PROBLEM TO SOLVE.
Show every line in the entries below where the word "lineWidth" appears.

DATA TO EXAMINE.
◆ ◆ ◆ ◆

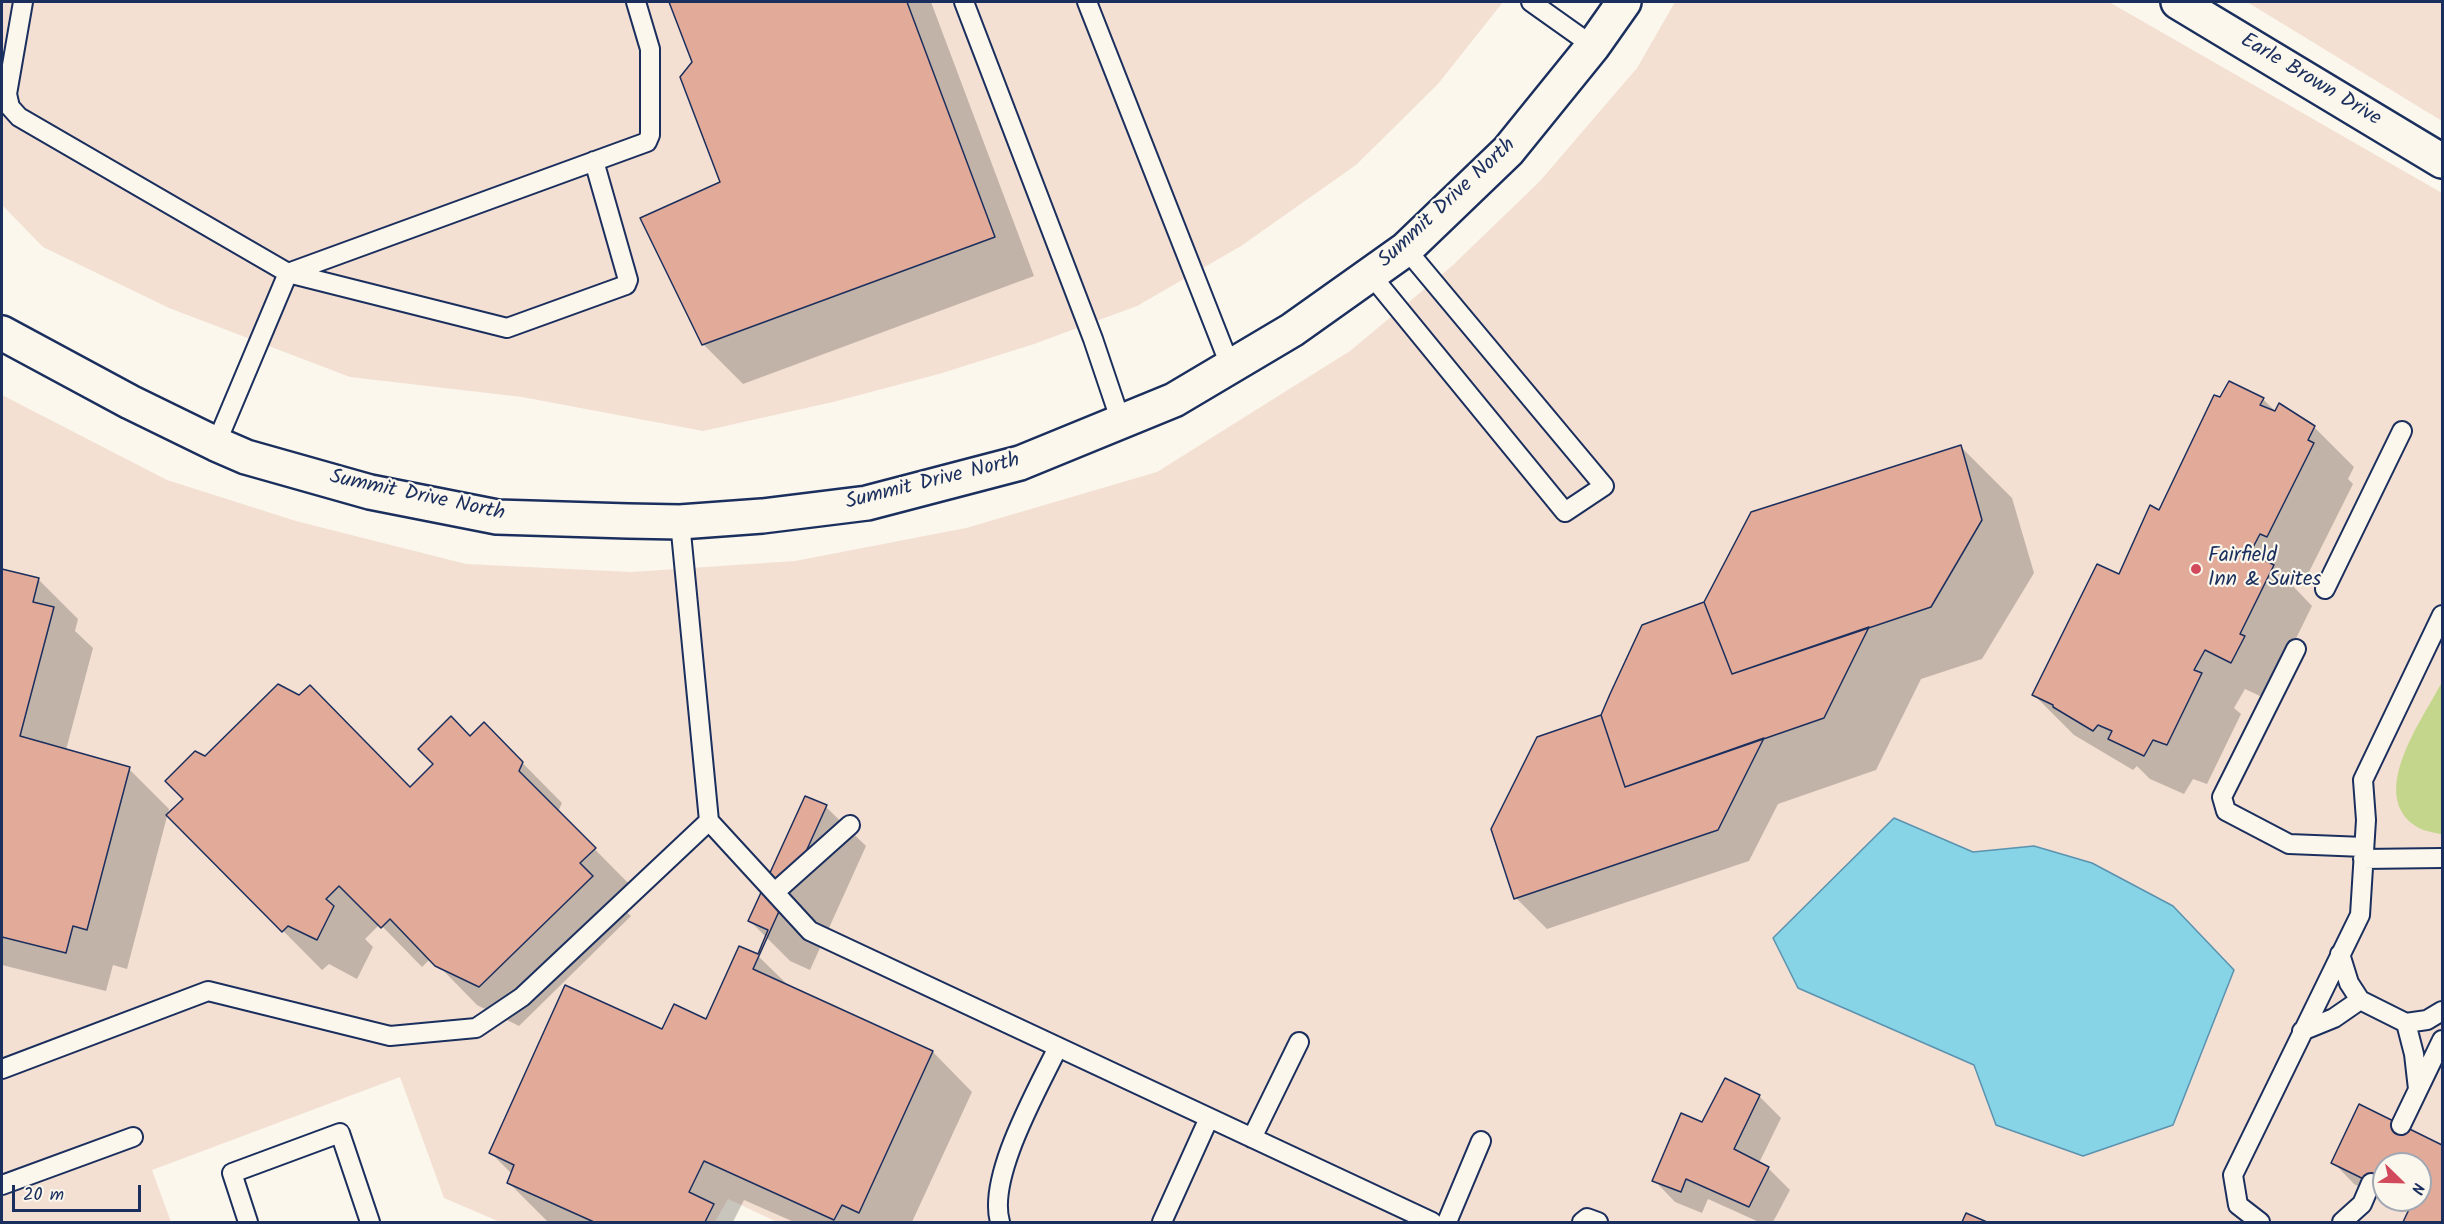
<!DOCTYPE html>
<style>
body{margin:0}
#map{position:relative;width:2444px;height:1224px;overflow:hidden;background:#fbf7ec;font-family:Kalam,sans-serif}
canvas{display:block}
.frame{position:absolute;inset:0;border:3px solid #1b2f5e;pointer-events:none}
.north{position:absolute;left:2372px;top:1152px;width:60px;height:60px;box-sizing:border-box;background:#fbf7ec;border:2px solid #a1a7b3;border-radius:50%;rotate:113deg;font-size:16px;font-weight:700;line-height:24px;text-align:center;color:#1b2f5e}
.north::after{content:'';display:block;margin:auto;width:21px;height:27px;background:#d1495b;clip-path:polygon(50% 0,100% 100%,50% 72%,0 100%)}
.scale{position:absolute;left:12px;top:1185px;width:129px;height:27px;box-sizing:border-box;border:3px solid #1b2f5e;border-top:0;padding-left:8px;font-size:18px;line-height:21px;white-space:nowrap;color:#1b2f5e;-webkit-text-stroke:4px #fbf7ec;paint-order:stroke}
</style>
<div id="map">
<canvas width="2444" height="1224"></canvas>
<div class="frame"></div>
<div class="north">N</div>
<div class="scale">20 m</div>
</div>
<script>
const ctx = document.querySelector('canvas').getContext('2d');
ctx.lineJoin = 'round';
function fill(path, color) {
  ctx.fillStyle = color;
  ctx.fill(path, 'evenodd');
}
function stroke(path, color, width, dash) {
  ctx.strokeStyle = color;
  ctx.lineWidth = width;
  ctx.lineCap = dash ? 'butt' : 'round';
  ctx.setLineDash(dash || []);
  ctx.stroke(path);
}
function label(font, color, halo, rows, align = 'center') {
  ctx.font = font + ' Kalam,sans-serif';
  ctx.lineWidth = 4.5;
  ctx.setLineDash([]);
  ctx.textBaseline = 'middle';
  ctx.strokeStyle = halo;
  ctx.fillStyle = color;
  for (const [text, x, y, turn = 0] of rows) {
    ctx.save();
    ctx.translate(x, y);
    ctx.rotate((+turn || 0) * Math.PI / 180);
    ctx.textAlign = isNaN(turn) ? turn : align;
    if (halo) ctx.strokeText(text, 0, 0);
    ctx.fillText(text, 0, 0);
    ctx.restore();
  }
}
const built = new Path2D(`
 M 2,2 L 1503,2 L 1438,84 L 1356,165 L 1241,246 L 1137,306 L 1034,344 L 939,374 L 833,402 L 703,431 L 522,397 L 350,377 L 169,308 L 43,247 L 2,205 Z
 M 1675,2 L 2109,2 L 2442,193 L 2442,1222 L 777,1222 L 728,1199 L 715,1222 L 500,1222 L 444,1198 L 400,1077 L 152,1170 L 171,1222 L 2,1222 L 2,395 L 167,480 L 296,521 L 466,564 L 631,572 L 795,561 L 966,528 L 1157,472 L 1350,351 L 1452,266 L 1540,181 L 1637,68 ZM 2384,1164 L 2420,1164 L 2420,1200 L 2384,1200 Z
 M 2247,2 L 2442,2 L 2442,121 Z`);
const green = new Path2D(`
 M 2442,682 L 2442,834 L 2440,834 C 2433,832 2423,831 2417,827 C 2366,795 2423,719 2442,682 Z`);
const water = new Path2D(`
 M 1894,818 L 1973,852 L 2034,846 L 2092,863 L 2173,906 L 2234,970 L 2173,1125 L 2083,1156 L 1996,1125 L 1974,1065 L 1798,988 L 1773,938 Z`);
const shadow = new Path2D(`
 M 671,2 L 931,2 L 1034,276 L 743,384 L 703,344 L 722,183 L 694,62 Z
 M 2229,382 L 2263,399 L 2276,412 L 2314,427 L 2354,467 L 2348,479 L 2353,484 L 2307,576 L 2300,573 L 2293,586 L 2312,606 L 2279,673 L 2271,701 L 2245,689 L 2234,708 L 2241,714 L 2207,784 L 2193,779 L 2184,794 L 2150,779 L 2137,766 L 2133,770 L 2074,735 L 2034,695 L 2120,576 L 2160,512 Z
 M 1960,446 L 2012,498 L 2034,573 L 1982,659 L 1921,679 L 1876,770 L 1778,804 L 1749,861 L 1547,929 L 1516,898 L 1602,716 L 1705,604 Z
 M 2,570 L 38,579 L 78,619 L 75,631 L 93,648 L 66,750 L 129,769 L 169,809 L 127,969 L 113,965 L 106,991 L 2,965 Z
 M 484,724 L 562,803 L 558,812 L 634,889 L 618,904 L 631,916 L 519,1026 L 477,1005 L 431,958 L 422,967 L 380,924 L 365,939 L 373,947 L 357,979 L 329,964 L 322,970 L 168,815 L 185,799 L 205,758 L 410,789 Z
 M 826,807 L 866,846 L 810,970 L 790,961 L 750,921 Z
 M 758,956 L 790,987 L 933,1052 L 972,1092 L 912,1222 L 794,1222 L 744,1200 L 733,1222 L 548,1222 L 508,1182 L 512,1174 L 491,1153 L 663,1031 L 707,1021 Z
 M 1759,1096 L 1781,1118 L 1759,1163 L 1768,1168 L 1790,1190 L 1773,1222 L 1759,1222 L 1708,1199 L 1702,1213 L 1675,1202 L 1654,1180 L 1702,1124 Z
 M 2360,1106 L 2442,1147 L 2442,1222 L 2404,1222 L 2410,1211 L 2387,1200 L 2420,1200 L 2420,1164 L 2384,1164 L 2384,1199 L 2354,1184 L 2333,1162 Z`);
const building = new Path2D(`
 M 669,2 L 907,2 L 995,237 L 702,345 L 640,218 L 720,182 L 680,77 L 692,62 Z
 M 2229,381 L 2264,398 L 2260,405 L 2275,411 L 2279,403 L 2315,426 L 2308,440 L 2314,443 L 2267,537 L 2260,534 L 2250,553 L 2274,565 L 2240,634 L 2245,636 L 2231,663 L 2205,650 L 2194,670 L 2202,673 L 2167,745 L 2153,740 L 2144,756 L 2108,739 L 2112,731 L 2098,725 L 2093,731 L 2053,707 L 2053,705 L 2032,695 L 2097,564 L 2119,574 L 2150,505 L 2159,510 L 2214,395 L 2220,397 Z
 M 1961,445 L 1982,520 L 1931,607 L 1732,674 L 1704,602 L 1751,512 Z
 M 2,569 L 39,578 L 33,602 L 54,607 L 20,736 L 130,767 L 87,930 L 73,926 L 66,953 L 2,937 Z
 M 1704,602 L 1732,674 L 1869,627 L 1824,718 L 1625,787 L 1601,715 L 1610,694 L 1642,625 Z
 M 278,684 L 299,695 L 310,685 L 410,787 L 433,764 L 418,749 L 451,716 L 470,736 L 484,722 L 523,762 L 519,771 L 596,848 L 580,863 L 593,876 L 479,987 L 435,966 L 390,919 L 381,928 L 339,886 L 326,899 L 334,906 L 317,940 L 288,926 L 282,932 L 166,815 L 183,799 L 165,781 L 195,751 L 205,756 Z
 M 1601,715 L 1625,787 L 1764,738 L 1718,830 L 1514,899 L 1491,829 L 1537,737 Z
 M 805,796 L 827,805 L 753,969 L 933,1051 L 859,1213 L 842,1205 L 834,1220 L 704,1161 L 689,1192 L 714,1204 L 705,1222 L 594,1222 L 507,1183 L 514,1165 L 489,1153 L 565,985 L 662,1029 L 674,1004 L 706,1019 L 739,946 L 758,954 L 768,930 L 748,921 Z
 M 1725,1078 L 1760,1095 L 1734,1149 L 1769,1167 L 1749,1207 L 1686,1179 L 1681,1192 L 1652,1181 L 1681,1113 L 1702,1122 Z
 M 2359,1104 L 2442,1145 L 2442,1222 L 2403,1222 L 2412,1203 L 2406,1200 L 2420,1200 L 2420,1164 L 2384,1164 L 2384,1189 L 2331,1163 Z
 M 1966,1213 L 1987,1222 L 1962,1222 Z`);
const service = new Path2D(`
 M 23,2 L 7,94 L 10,107 L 19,117 L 288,273 L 647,142 L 650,135 L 650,49 L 636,2
 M 964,2 L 1093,339 L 1121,422
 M 1087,2 L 1231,368
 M 1531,2 L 1593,46
 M 1371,275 L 1565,512 L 1604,486 L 1406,249
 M 216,444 L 288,273 L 507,328 L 626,285 L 628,280 L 594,161
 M 2325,589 L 2402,431
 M 2296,649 L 2222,797 L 2226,811 L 2289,844 L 2364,847
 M 709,821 L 810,931 L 1432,1222
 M 2363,859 L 2442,858
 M 775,892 L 850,825
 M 2340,954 L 2349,983 L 2360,1000 L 2406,1023 L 2427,1020 L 2442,1011
 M 2406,1023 L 2414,1054 L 2418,1089
 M 2302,1031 L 2334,1018 L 2360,1000
 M 2,1069 L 208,991 L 390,1036 L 476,1028 L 522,997 L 709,821 L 680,522
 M 2401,1125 L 2442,1040
 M 1252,1138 L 1299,1042
 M 2,1185 L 133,1137
 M 248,1222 L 232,1173 L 340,1133 L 370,1222
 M 1000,1222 C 987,1177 1038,1089 1058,1047
 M 1162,1222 L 1209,1118
 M 1447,1222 L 1481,1141
 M 1582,1222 L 1587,1218 L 1598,1222
 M 2260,1222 L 2238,1205 L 2233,1175 L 2360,915 L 2366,820 L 2363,780 L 2442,615
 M 2342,1222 L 2362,1204 L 2371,1183`);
const tertiary = new Path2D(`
 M 2178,2 L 2442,161
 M 2,333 L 130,402 L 216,444 L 246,457 L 370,492 L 497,517 L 628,521 L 680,522 L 762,516 L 867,503 L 1020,463 L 1174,400 L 1292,330 L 1406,249 L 1508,151 L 1593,46 L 1624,2`);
const markers = [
 [2196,569,6,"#d1495b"]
];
const streetNames = [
 ["Earle Brown Drive",2310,81,31],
 ["Summit Drive North",1448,204,-43],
 ["Summit Drive North",933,483,-14],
 ["Summit Drive North",417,497,12]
];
const poiNames = [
 ["Fairfield",2208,557],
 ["Inn & Suites",2208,581]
];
fill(built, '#f3e0d3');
fill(green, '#c3d68b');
fill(water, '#86d4e5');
stroke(water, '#5b92af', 1.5);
fill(shadow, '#0003');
fill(building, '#e1aa99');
stroke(building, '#1b2f5e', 1.5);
stroke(service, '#1b2f5e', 22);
stroke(tertiary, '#1b2f5e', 38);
stroke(service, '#fbf7ec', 18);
stroke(tertiary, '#fbf7ec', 33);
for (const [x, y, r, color] of markers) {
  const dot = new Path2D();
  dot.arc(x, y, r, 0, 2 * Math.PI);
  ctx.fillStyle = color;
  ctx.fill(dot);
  stroke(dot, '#fbf7ec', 2);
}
label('21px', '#1b2f5e', '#fbf7ec', streetNames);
label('21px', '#1b2f5e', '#fbf7ec', poiNames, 'left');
</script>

◆ ◆ ◆ ◆

ANSWER SECTION.
  ctx.lineWidth = width;
  ctx.lineWidth = 4.5;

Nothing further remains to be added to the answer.